Humans don’t scale

 Talking Head album cover - an oil painting of a monkey

In the Spring ’07 Market Leader (the Marketing Society publication from WARC), Y&R’s Simon Silvester talks about how it is the limitations on our ability to learn and adapt to new technologies which will actually restrict their spread; that innovation is useless without usability.

He points out that the “geek” audience of super-early-adopters have a very different (and dichotomous) set of needs from later adoption groups and certainly from the mass market and the laggards. Most people don’t use most buttons on their remote controls, most people use a small fraction of the functions available in software packages, and even most teenagers can’t keep up – Silvester’s own research could not find one teenager who knows how to use every button on their phone.
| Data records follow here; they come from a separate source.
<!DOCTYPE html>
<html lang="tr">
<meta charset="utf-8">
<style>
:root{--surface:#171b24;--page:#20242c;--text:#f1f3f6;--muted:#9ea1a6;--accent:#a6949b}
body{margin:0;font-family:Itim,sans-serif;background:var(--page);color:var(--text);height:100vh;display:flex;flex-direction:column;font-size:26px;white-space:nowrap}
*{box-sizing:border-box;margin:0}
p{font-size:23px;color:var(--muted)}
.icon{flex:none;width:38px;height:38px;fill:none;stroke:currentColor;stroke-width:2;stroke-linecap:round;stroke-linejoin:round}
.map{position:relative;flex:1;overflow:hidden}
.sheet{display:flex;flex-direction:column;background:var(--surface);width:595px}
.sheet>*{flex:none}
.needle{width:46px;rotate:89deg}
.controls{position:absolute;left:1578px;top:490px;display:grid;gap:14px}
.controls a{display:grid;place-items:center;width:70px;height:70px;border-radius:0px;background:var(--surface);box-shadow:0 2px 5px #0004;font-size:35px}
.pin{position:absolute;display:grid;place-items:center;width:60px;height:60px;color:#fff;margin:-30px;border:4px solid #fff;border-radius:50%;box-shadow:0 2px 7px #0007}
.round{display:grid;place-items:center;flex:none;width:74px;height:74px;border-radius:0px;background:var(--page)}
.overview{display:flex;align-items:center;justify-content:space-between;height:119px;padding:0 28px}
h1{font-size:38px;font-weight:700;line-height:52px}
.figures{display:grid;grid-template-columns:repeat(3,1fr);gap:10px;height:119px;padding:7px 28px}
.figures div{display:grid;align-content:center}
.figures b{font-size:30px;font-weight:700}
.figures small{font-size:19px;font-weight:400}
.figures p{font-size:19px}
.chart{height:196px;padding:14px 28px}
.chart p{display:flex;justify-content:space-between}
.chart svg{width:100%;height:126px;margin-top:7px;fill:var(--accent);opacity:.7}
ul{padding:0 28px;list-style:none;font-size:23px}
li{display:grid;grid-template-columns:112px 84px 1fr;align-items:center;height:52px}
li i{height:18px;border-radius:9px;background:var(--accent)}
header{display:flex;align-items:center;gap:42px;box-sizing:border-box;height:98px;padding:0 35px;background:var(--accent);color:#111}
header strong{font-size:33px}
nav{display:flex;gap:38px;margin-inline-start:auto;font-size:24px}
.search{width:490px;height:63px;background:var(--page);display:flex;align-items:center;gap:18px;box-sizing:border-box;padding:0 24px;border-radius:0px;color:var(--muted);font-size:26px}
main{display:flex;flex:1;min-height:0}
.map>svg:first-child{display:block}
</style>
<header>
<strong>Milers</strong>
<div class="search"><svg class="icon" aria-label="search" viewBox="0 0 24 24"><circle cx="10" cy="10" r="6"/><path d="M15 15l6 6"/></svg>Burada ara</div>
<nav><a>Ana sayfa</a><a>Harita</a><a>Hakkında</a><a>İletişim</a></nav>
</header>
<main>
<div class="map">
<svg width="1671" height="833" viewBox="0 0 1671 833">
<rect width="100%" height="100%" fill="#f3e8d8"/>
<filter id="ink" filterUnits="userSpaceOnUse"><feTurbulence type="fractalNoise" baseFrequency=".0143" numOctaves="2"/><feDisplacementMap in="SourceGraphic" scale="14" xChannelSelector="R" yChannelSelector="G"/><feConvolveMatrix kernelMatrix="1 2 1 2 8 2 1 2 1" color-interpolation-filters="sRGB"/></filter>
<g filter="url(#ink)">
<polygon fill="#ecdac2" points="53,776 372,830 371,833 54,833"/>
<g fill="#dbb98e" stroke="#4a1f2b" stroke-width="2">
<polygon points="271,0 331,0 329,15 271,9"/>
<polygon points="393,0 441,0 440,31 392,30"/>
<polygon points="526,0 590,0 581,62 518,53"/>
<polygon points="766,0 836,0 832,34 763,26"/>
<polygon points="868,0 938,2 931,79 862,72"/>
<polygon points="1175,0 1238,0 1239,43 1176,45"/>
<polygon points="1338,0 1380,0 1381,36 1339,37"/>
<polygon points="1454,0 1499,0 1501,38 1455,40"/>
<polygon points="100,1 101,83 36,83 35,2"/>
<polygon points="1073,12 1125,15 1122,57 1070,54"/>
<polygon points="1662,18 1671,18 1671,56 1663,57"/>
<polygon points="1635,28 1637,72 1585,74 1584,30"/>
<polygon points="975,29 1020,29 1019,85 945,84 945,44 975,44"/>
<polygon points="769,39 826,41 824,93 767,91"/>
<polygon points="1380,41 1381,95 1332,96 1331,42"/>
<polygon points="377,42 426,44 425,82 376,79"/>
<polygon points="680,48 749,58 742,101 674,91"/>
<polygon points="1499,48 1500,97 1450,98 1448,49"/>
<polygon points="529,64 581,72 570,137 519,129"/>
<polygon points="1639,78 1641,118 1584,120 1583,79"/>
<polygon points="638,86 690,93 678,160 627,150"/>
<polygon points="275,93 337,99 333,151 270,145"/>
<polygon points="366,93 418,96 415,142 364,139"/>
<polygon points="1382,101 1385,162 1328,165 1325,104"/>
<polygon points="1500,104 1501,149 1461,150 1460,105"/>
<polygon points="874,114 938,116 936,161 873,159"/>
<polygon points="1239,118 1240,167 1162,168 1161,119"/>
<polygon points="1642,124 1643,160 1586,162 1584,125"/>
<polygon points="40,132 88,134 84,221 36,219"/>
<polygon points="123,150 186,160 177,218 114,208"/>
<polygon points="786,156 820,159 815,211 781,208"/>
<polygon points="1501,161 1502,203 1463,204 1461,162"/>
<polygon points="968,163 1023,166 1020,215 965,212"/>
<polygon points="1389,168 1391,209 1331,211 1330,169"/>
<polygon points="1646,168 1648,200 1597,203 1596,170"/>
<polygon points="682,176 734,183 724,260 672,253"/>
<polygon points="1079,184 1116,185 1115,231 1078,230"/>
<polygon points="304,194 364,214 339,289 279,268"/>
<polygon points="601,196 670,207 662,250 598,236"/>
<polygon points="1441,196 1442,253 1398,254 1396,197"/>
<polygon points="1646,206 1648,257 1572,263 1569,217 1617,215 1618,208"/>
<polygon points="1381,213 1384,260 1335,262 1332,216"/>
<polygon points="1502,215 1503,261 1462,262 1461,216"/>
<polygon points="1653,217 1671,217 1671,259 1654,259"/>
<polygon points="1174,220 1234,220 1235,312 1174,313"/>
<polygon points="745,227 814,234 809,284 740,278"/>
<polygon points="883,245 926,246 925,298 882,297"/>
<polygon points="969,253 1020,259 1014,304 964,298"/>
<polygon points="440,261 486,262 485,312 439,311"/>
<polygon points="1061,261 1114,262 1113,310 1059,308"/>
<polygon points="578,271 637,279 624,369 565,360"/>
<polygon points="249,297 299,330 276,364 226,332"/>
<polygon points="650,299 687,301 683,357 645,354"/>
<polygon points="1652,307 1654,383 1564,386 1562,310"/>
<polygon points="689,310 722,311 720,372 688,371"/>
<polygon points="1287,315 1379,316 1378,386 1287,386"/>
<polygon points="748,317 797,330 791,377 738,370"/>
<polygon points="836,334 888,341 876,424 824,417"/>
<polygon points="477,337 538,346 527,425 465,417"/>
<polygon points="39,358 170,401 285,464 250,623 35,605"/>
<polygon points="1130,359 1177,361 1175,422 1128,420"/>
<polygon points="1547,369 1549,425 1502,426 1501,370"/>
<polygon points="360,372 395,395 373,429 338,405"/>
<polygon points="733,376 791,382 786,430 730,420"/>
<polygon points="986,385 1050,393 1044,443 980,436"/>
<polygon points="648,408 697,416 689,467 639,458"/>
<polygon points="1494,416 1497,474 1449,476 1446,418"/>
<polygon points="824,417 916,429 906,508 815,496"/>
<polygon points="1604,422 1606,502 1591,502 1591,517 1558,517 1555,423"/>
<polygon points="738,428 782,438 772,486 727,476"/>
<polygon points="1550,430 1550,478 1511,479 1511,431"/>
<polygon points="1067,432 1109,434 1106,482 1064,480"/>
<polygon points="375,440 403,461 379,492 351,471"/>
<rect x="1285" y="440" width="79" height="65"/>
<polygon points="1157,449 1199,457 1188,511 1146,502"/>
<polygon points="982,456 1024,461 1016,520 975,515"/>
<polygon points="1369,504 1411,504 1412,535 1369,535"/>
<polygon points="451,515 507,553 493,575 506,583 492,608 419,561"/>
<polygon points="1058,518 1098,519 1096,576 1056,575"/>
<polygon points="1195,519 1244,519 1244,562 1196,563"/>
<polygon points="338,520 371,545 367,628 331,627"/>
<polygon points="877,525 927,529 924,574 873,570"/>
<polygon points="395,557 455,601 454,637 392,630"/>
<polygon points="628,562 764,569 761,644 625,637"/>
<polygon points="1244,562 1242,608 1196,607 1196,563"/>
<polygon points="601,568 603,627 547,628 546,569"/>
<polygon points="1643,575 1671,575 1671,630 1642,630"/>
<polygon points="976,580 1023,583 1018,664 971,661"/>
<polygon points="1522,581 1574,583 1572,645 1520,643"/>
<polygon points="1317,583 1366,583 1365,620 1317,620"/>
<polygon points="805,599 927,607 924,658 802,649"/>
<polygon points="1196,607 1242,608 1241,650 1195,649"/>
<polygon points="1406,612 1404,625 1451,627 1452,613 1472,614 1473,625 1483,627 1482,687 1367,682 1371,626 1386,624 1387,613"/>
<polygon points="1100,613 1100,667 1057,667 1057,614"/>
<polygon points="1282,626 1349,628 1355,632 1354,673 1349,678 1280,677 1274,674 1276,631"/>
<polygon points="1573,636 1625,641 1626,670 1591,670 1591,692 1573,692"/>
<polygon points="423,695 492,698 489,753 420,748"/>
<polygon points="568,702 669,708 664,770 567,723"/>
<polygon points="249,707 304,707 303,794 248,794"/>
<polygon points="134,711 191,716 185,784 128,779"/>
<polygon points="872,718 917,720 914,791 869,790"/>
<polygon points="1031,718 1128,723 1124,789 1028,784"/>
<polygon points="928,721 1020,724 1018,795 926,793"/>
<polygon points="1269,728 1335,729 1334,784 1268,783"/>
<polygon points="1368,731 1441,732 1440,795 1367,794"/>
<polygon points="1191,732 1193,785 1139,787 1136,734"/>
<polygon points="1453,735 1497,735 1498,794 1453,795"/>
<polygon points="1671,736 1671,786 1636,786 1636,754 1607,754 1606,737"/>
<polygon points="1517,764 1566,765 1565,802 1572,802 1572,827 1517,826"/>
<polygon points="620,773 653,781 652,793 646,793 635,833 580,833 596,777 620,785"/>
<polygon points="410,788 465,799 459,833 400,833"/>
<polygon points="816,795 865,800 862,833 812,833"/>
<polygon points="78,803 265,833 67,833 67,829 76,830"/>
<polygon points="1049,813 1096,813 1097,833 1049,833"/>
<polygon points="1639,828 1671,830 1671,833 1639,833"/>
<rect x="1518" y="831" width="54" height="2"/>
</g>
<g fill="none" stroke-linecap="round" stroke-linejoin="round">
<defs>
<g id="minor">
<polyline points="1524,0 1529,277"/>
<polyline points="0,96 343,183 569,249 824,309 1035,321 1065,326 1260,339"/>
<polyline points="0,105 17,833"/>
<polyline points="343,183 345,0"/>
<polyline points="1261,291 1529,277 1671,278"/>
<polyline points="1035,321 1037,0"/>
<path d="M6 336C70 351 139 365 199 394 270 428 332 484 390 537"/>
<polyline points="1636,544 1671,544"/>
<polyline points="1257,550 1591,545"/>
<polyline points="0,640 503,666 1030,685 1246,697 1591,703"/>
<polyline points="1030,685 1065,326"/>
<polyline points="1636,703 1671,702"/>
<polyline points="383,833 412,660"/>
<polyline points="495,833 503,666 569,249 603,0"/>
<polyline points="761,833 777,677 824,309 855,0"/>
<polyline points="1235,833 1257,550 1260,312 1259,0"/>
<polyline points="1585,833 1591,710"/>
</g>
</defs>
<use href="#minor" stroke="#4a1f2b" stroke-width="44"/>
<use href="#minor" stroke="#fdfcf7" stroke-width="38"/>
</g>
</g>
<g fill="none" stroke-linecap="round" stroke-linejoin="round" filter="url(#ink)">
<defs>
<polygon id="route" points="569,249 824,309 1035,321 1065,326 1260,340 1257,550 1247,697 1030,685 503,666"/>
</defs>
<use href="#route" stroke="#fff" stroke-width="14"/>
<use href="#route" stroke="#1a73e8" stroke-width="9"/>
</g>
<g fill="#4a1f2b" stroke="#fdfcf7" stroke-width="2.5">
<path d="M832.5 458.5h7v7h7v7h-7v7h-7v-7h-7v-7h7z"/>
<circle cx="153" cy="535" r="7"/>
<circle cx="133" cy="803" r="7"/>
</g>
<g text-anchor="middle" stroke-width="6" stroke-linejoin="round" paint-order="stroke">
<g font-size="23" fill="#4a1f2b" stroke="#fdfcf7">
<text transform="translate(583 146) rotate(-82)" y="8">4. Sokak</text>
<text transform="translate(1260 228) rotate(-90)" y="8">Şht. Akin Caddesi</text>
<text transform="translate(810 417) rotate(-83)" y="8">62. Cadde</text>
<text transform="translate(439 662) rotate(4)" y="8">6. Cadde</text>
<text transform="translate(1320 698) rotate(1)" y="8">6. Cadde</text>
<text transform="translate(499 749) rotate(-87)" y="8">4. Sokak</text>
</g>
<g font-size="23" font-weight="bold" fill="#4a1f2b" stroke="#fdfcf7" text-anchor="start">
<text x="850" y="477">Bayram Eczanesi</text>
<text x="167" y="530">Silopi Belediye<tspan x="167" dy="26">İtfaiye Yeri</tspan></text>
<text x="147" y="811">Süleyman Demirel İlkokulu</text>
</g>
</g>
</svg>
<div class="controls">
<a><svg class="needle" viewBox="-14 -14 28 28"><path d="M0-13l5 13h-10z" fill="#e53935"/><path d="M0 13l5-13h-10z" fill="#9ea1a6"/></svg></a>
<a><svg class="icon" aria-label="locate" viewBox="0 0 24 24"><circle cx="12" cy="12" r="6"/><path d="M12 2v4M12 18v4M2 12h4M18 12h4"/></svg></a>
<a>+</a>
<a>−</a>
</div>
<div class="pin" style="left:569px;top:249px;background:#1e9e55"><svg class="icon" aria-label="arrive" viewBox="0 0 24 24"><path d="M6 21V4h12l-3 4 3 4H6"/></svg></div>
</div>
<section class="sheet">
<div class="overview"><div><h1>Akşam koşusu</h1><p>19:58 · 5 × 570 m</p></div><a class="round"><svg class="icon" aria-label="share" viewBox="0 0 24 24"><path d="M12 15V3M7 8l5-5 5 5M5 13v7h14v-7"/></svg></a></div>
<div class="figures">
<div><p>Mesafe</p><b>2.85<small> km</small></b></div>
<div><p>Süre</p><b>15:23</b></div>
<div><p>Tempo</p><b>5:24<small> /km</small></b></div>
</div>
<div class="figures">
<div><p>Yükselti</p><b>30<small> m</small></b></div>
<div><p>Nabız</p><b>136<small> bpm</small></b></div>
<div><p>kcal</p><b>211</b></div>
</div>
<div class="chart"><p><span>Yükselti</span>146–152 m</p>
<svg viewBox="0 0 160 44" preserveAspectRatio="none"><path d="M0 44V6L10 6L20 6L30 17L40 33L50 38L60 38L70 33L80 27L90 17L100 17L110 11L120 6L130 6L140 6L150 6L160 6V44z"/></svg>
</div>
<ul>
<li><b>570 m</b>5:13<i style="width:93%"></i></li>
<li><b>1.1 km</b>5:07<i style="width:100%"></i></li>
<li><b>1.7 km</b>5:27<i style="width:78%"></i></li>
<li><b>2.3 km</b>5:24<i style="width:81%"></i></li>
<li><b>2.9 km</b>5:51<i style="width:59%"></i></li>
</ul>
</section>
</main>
Refreshingly Silvester calls for a more human-centred approach to design, debunking some powerful myths:

  1. That consumers want convergence – actually the most successful products often do one thing well
  2. That later adopters will not just have different needs, they will have a different entire framework (the example given is that the first round of mobile-phone users saw it as a tool  for urgent calls if – for example – arrangements changed or went wrong. The second, youth, generation in contrast have re-orientated their entire lives around phones).
  3. Once technology works, consumers forget it exists
  4. Female audiences are increasingly key drivers of communications technology
  5. Changes may take a generation to take hold
  6. People simply don’t read manuals – don’t even hope

This is all grist to the mill for those of us that are passionate about the user-centred (or human-centred) design approach but it also ties in rather well with a Gapping Void post that “Human Beings don’t follow Moore’s law” or in Hugh’s own words “Humans don’t scale”. There’s all this new technology but it’s being used by the same over-developed apes. So we’ve got to really work hard to make it immediately understandable and usable.

If Web 2.0 is Web 1.0 done better and adopted more widely, and the truth is that alot of the technology was around in 1999 – it’s just that people couldn’t or didn’t want to use it, then we need to keep up the good work. Let’s hope the voice of the customer voice just keeps on getting louder and louder.